Texas Health is bringing free monthly health screenings to people at Denton Community Shelter
“We care. You are special. We value you.”
These are words that people who experience homelessness don’t hear often enough, Alva Santos, the chief operations officer at Our Daily Bread, Together with Monsignor King Outreach Center, said in a news release from Texas Health Resources.
About 1,200 people experience homelessness in a year in Denton County, with 46% experiencing it for the first time, according to United Way’s 2022 Denton County Homelessness Data report.
Advocates have claimed that the number of people experiencing homelessness is much higher.
“One of the most critical first steps in homelessness recovery is self-worth and realizing that you are important and valued,” Santos said.
Santos said that people who experience homelessness are now hearing those words at Texas Health Resources’ onsite mobile health screenings, part of the hospital system’s Wellness for Life program, at the Denton Community Shelter. Our Daily Bread operates the Denton shelter.
Texas Health Resources announced that the program, which had been operating for about a year at the Arlington Life Shelter, was expanding to two additional shelters: the Denton Community Shelter and the Salvation Army’s Fort Worth shelter.
The program offers services including mammograms, Pap smears and prostate and colon screening kits to people served by the shelters.
Catherine Oliveros, Texas Health’s vice president of Community Health Improvement, said its mission “is to improve the health of the people in the communities we serve, and that is especially important for our most vulnerable populations like those without homes.
“By teaming up with shelters, we’re working together to bring these important services to men and women who may have gone years without these important screenings,” Oliveros said.
Lisa Rose, manager of the mobile health program, told the Denton Record-Chronicle that this year they plan to offer screenings more often at the Arlington shelter, from quarterly to every other month.

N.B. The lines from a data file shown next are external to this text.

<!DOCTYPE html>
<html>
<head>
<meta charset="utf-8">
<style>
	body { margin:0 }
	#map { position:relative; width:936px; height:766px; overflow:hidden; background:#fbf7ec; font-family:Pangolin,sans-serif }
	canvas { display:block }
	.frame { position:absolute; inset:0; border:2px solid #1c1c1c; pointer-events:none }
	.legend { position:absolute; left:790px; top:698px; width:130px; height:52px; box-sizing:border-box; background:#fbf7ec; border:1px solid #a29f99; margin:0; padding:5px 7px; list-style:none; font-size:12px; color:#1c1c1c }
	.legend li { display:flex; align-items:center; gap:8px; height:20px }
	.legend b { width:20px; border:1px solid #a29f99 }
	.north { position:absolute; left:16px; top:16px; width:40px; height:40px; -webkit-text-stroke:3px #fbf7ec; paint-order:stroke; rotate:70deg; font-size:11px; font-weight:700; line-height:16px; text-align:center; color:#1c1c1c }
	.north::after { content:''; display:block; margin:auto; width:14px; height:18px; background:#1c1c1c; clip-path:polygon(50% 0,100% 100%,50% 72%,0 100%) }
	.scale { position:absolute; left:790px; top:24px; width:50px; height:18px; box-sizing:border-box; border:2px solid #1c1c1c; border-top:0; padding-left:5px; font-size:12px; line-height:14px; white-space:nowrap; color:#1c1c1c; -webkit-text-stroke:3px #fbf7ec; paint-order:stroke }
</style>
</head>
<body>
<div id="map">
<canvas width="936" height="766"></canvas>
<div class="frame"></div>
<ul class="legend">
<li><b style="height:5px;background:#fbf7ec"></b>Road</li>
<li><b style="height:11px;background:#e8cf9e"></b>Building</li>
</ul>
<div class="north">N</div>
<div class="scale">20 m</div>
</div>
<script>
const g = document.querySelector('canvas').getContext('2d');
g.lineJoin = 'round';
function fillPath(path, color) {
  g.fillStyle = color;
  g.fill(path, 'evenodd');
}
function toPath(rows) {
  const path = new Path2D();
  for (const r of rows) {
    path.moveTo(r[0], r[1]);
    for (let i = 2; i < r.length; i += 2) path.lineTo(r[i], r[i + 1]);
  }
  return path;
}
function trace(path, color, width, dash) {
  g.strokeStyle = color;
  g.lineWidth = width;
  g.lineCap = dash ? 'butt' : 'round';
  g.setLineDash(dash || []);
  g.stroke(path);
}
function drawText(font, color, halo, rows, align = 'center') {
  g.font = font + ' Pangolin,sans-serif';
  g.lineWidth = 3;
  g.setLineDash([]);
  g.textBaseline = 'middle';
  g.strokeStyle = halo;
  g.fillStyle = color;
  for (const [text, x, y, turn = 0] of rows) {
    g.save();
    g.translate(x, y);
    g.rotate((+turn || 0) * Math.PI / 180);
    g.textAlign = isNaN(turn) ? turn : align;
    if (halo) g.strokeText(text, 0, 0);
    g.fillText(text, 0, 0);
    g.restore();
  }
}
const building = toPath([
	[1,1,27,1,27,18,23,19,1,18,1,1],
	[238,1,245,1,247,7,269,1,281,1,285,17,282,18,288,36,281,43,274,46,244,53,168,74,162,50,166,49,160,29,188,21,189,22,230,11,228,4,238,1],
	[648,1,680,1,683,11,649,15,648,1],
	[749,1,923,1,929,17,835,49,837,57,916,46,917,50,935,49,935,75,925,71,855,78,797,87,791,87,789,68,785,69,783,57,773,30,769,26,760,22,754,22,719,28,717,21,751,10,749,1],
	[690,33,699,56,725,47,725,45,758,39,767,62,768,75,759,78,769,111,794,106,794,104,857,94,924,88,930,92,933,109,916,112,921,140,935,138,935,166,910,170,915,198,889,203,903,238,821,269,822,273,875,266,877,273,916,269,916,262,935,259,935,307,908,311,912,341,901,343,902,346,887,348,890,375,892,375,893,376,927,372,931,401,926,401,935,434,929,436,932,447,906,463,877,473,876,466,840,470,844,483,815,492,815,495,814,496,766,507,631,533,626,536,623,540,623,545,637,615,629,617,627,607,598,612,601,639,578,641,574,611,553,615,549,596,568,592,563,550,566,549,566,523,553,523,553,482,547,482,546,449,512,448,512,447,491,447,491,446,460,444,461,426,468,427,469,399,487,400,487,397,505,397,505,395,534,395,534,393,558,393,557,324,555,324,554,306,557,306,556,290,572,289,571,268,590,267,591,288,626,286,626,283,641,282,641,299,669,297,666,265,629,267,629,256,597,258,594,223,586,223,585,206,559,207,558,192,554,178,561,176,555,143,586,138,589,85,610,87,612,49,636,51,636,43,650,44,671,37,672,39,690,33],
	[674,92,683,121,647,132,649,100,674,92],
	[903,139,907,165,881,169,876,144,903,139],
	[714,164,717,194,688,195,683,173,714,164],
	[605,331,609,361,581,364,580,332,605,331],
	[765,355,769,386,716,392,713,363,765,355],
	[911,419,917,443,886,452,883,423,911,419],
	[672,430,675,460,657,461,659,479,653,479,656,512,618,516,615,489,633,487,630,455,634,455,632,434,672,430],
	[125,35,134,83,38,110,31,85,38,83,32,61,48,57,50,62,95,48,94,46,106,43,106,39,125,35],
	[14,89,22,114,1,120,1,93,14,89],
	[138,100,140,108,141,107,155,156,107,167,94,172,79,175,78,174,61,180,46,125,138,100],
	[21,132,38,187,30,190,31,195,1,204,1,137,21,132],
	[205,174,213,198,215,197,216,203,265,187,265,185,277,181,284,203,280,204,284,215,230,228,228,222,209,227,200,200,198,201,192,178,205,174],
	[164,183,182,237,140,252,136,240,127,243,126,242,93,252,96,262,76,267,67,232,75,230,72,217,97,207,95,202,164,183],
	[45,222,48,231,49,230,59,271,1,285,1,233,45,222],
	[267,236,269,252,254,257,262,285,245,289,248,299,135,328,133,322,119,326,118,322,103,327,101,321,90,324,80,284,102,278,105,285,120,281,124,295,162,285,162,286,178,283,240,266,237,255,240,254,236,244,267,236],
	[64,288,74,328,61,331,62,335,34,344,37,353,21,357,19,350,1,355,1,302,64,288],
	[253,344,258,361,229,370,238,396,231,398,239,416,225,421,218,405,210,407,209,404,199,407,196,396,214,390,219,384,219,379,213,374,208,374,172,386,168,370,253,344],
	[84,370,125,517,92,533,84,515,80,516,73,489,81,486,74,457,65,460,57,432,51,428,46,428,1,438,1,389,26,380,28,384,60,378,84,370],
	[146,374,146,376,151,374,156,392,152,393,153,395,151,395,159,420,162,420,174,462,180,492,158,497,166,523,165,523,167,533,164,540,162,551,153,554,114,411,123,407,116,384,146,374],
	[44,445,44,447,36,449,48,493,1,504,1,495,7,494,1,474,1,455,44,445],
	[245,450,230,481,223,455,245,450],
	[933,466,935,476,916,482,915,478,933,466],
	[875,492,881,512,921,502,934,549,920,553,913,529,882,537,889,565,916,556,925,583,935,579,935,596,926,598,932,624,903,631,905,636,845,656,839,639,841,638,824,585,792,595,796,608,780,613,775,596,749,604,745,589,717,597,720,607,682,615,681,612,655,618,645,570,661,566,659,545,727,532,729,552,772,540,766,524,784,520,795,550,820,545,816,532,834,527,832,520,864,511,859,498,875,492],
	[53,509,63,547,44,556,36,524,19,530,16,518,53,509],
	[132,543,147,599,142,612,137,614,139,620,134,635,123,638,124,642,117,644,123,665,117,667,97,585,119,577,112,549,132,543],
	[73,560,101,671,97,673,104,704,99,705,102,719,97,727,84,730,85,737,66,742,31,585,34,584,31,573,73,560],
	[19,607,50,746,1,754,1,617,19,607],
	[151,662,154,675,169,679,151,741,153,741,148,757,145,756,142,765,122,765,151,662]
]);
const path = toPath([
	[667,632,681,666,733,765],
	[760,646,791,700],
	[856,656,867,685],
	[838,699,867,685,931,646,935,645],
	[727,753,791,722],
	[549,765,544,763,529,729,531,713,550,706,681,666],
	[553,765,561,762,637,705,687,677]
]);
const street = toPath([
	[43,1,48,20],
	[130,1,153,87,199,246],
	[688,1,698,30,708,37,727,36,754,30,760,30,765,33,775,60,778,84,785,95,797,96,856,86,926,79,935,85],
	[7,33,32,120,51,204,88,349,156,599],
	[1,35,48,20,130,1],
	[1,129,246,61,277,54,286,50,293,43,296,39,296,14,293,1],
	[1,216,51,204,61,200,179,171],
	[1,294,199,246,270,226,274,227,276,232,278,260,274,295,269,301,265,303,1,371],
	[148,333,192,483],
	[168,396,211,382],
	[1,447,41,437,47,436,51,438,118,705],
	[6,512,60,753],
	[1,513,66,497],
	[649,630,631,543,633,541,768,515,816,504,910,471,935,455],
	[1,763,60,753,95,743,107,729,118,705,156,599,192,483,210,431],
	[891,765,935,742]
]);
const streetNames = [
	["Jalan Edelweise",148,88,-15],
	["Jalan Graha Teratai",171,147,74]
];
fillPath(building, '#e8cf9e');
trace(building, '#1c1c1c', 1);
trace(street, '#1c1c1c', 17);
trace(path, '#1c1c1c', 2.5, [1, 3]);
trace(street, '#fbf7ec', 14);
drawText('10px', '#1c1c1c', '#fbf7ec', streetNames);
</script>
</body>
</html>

They’ll also be offering screenings for men.
In Denton, Rose said they will be offering checkups and screenings for men and women on a monthly basis. They also plan to expand to other parts of the Dallas-Fort Worth area, such as Dallas and Collin counties.
“We’re starting off slowly,” Rose said. “Our first obstacle was the follow-up care to overcome.”
The issue with follow-up care had to do with the permanent address problem that those without homes face. It is difficult to contact them after they complete bloodwork or screenings, but Rose pointed out that “by working with the shelter’s care coordinator, we now have additional assistance and tools to reconnect with a patient.”
Funding for the program, Rose said, involves grants, while a majority is raised via donors who donate to the Texas Health Resources Foundation.
Texas Health’s news release highlighted one story of a person helped by the program.
Verna Moten, 58, completed a woman’s exam in December at the Salvation Army’s Mabee Social Services Center in Fort Worth. It had been 25 years since she last had one.
“I’m so grateful that I can get this done,” Moten said. “You know how long it’s been when you don’t have health insurance? It’s hard.”
Earlier this year, the Denton Community Shelter also received a $325,000 grant from Texas Health to collaborate with Health Services of North Texas, a nonprofit community health center.
The grant money made it possible for the Denton Community Shelter to hire a part-time licensed vocational nurse and care coordinator to offer primary medical care and support services to shelter residents.
“Wellness and access to quality medical care are essential to healthy independent living,” Wendy McGee, executive director of Our Daily Bread, said in the release.